- Theatrical release poster
- Directed by: Jeffrey Hunt
- Written by: Anthony Jaswinski
- Produced by: Lawrence Mattis; Michael Moran;
- Starring: Sarah Hyland; Steven Krueger; Justin Chon; Clara Mamet; Sophie Dalah; Anthony Carrigan;
- Cinematography: Mike Karasick
- Edited by: JoAnne Yarrow
- Music by: Jim Dooley; Todd Haberman;
- Production companies: MarVista Entertainment; Circle of Confusion Productions;
- Distributed by: Magnet Releasing
- Release date: July 1, 2016 (United States);
- Running time: 85 minutes
- Country: United States
- Language: English
- Box office: $349,183

= Satanic (2016 film) =

2016 film by Jeffrey Hunt

Satanic is a 2016 American horror film, directed by Jeffrey Hunt, from a screenplay by Anthony Jaswinski. It stars Sarah Hyland, Steven Krueger, Justin Chon, Clara Mamet, Sophie Dalah and Anthony Carrigan.

The film was released in a limited release and through video on demand on July 1, 2016, by Magnet Releasing.

== Plot ==
The film begins with a scared female making her way through a labyrinth of pentagram-covered walls, hearing voices, trembling with fear. A figure runs past her.

A group of teenagers arrives in Los Angeles to visit several occult sites. Seth and Elise are goths and Chloe and David their friends. As they pass an abandoned building they see and photograph an unknown figure inside who is panicking.

The group registers at the Flower Hotel, where a Satanic priestess committed suicide in room 204 in 1972. During a Ouija board session, Elise claims she feels something.
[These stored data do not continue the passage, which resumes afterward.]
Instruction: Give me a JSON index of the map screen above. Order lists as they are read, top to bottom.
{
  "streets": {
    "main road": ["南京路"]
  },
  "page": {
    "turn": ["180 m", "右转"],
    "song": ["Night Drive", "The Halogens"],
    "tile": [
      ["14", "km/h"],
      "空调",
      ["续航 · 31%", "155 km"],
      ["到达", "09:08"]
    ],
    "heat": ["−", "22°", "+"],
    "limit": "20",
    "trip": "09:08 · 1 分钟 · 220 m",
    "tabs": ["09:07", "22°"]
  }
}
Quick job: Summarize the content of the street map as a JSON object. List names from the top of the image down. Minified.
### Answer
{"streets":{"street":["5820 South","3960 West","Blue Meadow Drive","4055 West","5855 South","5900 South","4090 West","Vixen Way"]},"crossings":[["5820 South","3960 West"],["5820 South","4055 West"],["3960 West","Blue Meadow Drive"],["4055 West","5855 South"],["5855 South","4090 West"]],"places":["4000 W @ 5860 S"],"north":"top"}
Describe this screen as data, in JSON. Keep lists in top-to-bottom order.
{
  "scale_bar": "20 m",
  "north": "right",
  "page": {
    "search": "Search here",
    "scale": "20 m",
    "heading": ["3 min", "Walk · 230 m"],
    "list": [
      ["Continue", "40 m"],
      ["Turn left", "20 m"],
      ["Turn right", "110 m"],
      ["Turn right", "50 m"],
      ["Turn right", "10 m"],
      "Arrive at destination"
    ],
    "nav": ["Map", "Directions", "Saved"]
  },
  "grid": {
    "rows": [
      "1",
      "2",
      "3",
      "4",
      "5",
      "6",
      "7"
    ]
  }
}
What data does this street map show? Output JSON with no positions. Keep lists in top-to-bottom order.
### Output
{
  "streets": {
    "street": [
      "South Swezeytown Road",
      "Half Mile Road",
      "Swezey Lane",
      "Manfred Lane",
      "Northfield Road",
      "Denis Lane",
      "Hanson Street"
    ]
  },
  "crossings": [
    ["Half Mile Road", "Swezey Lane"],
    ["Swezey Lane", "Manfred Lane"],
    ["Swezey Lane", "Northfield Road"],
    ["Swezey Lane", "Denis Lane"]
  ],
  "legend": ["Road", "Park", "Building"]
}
The group visits the Los Angeles Chapter of the Church of Satan, where patrons spit on them when they ask questions. They next visit a residence in the Hollywood Hills where Charles Manson and his followers murdered several people in 1969 including actress Sharon Tate. At the Black Door Shop, an occult and Satanic goods store, the owner asks them to leave when Seth sees a Satanic altar in the back room. The group spends the rest of the day in Venice, California. Upset about being evicted, the group decides to follow the shop owner. He enters a house and joins a Satanic ritual. A girl, later identified as Alice, appears to be an intended sacrifice. Chloe screams and the group flees to their hotel. Seth loses his phone in the commotion. The next day Alice calls them on Seth's phone.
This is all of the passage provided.